RAE review: Tired, hard-up RAE seeks saviour with light touch

十二月 6, 2002

The research assessment exercise review panel wants to see radical change. The THES asks three experts to do some out-of-the-box thinking

Walk into any academic department in the UK, ask what the main bugbears are and the words "research assessment exercise" are sure to rank high, although possibly a little lower than "Quality Assurance Agency". The RAE, originally named the research selectivity exercise, was set up in the 1980s by the University Grants Committee in response to demands for greater accountability. The aim was to boost UK research nationally and internationally and to improve efficiency.

According to Evidence Ltd, which has carried out analyses of the RAE for the Higher Education Funding Council for England, the problem is that it has been too successful.
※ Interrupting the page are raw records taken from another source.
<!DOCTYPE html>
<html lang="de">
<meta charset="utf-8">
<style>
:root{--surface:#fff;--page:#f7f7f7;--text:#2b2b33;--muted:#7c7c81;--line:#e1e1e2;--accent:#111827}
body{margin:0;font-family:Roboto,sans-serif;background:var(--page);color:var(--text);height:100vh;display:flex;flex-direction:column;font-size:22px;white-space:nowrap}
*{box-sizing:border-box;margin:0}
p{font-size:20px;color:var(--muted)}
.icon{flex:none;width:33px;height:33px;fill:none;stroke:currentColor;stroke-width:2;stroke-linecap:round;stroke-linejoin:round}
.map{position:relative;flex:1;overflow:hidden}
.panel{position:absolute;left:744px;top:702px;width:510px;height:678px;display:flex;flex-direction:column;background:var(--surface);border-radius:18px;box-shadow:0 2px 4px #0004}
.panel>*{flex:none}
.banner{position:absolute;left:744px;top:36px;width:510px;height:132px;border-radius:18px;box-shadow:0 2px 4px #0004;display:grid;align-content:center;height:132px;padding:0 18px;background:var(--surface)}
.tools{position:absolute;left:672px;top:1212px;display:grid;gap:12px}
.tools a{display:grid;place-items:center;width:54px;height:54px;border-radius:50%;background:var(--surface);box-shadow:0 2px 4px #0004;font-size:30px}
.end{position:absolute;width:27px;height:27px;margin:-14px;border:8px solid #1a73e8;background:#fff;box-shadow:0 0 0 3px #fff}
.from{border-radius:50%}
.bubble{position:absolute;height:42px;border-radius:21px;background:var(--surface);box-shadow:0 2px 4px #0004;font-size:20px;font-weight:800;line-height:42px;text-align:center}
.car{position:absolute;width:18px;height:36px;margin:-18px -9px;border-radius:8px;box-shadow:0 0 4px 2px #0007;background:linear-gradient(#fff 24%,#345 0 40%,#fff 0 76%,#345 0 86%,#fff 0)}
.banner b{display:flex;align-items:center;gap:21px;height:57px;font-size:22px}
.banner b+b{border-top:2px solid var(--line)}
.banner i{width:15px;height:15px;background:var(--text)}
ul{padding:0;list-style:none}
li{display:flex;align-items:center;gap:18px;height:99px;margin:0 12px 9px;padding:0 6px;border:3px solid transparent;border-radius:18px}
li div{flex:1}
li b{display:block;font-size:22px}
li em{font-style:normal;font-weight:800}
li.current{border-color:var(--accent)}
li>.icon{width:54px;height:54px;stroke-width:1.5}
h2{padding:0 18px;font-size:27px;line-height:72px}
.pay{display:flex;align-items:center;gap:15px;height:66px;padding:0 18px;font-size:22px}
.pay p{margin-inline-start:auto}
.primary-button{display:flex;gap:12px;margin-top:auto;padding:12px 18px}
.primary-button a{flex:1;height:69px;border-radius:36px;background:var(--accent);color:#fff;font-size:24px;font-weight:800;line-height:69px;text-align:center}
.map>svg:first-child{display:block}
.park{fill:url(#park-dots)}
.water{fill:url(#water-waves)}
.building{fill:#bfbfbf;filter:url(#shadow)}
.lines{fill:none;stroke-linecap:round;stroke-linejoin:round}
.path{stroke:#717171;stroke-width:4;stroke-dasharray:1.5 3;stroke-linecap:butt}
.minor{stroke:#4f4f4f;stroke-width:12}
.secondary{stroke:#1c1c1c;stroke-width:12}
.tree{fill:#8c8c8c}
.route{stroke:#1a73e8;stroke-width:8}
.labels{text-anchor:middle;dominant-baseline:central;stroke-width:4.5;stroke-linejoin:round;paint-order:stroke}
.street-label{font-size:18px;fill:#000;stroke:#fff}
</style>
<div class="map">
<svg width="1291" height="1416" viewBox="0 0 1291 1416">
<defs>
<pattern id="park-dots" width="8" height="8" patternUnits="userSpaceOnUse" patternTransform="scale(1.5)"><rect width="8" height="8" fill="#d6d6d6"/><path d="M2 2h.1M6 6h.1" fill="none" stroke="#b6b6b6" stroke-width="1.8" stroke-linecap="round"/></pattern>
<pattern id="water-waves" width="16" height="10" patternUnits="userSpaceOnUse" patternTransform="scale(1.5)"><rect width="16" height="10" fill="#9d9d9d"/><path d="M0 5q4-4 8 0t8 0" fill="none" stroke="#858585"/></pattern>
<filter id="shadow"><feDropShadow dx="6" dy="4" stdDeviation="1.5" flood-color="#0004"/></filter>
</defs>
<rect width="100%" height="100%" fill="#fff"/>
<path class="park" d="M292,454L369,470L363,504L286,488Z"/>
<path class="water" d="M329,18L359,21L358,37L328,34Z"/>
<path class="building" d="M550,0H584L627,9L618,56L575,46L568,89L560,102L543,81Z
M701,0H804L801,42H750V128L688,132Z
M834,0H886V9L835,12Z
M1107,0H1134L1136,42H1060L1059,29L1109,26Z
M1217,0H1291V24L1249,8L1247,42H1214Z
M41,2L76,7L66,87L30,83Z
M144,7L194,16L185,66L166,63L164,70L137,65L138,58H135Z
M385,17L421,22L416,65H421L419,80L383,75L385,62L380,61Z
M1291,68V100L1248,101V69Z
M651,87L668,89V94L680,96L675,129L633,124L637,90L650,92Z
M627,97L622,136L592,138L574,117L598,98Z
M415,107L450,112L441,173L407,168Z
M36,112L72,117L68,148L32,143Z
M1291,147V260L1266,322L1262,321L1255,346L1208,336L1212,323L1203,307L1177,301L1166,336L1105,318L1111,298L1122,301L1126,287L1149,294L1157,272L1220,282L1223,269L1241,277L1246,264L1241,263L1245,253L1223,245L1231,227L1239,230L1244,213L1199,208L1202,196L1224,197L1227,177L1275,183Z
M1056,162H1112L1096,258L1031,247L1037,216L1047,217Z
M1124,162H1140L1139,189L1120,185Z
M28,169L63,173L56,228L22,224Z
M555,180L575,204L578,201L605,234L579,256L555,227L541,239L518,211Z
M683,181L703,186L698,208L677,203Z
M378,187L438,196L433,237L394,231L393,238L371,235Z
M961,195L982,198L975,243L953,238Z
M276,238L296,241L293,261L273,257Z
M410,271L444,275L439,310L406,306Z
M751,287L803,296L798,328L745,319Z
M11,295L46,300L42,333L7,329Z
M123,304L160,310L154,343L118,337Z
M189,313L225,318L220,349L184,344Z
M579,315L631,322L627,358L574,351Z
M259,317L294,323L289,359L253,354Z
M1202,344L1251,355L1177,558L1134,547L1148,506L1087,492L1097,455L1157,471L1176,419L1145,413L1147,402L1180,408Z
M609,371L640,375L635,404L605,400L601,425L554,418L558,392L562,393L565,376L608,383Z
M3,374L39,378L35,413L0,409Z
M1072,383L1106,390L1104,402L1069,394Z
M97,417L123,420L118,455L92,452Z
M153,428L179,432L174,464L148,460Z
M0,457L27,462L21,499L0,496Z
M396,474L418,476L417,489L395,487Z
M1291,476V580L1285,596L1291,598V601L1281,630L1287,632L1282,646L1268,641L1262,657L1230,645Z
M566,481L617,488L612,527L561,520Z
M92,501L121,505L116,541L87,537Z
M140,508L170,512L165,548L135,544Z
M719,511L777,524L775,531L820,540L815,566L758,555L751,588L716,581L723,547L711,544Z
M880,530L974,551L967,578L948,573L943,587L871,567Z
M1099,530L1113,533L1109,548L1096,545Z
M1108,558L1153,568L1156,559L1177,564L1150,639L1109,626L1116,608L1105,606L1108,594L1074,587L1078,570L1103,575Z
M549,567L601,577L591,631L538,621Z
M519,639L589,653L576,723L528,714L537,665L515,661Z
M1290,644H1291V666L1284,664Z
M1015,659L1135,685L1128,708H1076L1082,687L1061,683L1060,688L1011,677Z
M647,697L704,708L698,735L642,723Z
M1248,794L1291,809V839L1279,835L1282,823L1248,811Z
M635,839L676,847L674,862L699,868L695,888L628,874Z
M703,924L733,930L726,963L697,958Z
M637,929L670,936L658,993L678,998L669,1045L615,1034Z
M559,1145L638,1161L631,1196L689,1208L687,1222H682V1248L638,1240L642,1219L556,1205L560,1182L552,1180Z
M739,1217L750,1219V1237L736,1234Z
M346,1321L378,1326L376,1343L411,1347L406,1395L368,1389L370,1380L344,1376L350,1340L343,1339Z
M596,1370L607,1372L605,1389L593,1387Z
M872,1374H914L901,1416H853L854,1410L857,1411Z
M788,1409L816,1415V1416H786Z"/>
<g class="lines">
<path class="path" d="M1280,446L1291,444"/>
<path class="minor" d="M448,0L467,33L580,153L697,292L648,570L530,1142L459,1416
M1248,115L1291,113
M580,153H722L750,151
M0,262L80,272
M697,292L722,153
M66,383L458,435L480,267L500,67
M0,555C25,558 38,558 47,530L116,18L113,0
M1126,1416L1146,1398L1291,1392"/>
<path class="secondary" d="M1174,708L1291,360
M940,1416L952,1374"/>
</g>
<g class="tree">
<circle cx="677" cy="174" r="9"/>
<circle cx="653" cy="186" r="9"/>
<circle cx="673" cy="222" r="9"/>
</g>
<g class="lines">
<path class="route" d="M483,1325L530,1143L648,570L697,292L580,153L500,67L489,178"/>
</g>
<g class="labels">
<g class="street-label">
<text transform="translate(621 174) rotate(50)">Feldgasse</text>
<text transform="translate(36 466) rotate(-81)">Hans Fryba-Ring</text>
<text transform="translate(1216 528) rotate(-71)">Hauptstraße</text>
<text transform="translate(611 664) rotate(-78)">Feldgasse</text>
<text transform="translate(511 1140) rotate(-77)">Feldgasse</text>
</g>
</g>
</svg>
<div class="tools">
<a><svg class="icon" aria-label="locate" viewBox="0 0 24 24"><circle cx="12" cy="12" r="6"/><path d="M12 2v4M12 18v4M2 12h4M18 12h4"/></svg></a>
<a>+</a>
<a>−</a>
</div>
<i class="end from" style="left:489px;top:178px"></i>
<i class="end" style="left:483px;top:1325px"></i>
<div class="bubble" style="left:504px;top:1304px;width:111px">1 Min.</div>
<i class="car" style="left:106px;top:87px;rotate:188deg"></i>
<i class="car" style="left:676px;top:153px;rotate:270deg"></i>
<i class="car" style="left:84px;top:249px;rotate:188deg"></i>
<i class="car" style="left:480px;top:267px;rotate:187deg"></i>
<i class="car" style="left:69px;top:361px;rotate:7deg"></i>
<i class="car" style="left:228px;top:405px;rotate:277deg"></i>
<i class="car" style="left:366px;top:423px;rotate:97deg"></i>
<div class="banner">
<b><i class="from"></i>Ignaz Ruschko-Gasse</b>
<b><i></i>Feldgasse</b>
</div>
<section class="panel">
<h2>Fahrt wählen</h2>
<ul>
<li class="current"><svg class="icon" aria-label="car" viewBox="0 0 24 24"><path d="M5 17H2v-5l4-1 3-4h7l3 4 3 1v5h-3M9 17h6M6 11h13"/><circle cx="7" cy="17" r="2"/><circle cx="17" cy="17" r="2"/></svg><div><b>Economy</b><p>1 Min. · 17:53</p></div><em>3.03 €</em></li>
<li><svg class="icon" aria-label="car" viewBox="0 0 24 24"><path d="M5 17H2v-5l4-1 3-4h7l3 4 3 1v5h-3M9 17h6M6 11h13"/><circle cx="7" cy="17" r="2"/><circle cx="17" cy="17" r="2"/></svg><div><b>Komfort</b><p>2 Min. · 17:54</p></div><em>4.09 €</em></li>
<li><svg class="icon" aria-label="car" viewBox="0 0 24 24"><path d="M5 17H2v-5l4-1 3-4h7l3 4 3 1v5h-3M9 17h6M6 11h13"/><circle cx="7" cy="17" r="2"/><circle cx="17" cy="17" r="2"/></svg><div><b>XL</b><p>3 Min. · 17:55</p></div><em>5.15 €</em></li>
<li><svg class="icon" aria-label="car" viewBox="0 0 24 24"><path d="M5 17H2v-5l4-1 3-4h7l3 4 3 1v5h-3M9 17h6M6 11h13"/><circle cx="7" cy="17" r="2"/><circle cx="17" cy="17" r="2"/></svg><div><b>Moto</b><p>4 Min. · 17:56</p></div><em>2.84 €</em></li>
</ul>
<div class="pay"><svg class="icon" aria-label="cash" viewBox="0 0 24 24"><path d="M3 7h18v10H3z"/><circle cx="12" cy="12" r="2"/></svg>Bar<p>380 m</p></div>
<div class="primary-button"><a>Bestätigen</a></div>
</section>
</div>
It has "driven the quality of university research so successfully that UK research funding has run into some anticipated problems," says managing director Jonathan Adams in a recent article in Science . He adds: "The RAE may now have reached its limits... With some 55 per cent of UK academics in the top-rated category, the funding differentials are being flattened, and the resource pot hasn't grown as fast as the improvements."

Besides funding, the RAE has been criticised for the way assessment is carried out, and because it encourages universities to game-play, putting forward only their most "successful" performers. Criticism has also come from departments that have lost out, including those that have made large strides but have not gained top status. This, they say, creates a system that maintains the status quo and discourages improvement.

Sir Gareth Roberts, who is chairing the Joint Funding Bodies' review of the RAE, says the exercise is "looking tired". But he adds that few people contributing to the consultation on its future have come up with radical ways of changing it. "It is as if we are all too mesmerised by the RAE to see a way past it."

Adams admits that Evidence Ltd's surveys have found that academics are mainly divided into two camps - those resolutely opposed to external assessment and those who mainly accept the system and are wary of any alternatives. "They are basically very conservative," he says.

But the review wants something more radical than tinkering, such as changing the way panel members are appointed. It focuses on creating a "less burdensome assessment method", rather than on funding. A favoured option is said to be light-touch assessment. This would involve core money being allocated according to criteria such as previous performance, and additional money going to centres of excellence identified by the university, which would then be assessed.

One of the more radical proponents of change is Southampton University's Stevan Harnad. He would like to see UK research made "accessible and assessable continuously online" rather than in a four-yearly process, as happens now. He argues that research in every discipline can continue to be refereed, but can be made freely accessible to all academics if they archive their own refereed research online, bypassing the access tolls charged by research publications. He says software can also determine research impact, that is, how much other researchers cite research and build on it, as opposed to research productivity. This, he says, matters more to academics than the importance of the publication in which it appears.

Harnad adds that the software to do this is available. All it needs is for the RAE to encourage the process "by mandating that all UK universities self archive all their annual refereed research in their own e-print archives". The benefits, he says, include "a far more effective and sensitive measure of research productivity and impact at far less cost" to both universities and the RAE and a strengthening of the uptake and impact of UK research by increasing its accessibility. "The UK is uniquely placed to move ahead with this and lead the world," Harnad says, "because the RAE is already in place."

Other proponents of change include the Royal Society's John Enderby. He suggests "a simple solution, so obvious that it must have been thought of and I may have missed it". He says that instead of research being "shoehorned" into international, national or sub-national levels in seven broad grades, the RAE should "simply produce a research quality profile and fund accordingly". He argues that this would reward excellence instead of penalising departments for making a "mistake" in their choice of research-active staff, would avoid game-playing and, combined with "proper cross-referral, would ease the problem of interdisciplinary activities".

But for many, the problem remains firmly tied to funding. "It's a bit tricky to devise a new RAE without an explicit policy on research that addresses how much research we are prepared to fund, in what areas and for what purposes," says Robert Harris, former pro vice-chancellor of Hull University and an academic auditor with the QAA. He proposes that the RAE create several assessment routes to reflect universities' different strengths. "The variegated assessment system is a logical outcome of variegated sectoral reality," he says. "Opening up alternative competitions that more accurately reflected an institution's distinctiveness would be wholly to the good."

The public consultation on the future of the RAE closed last week. The review panel is assessing the contributions and will report shortly.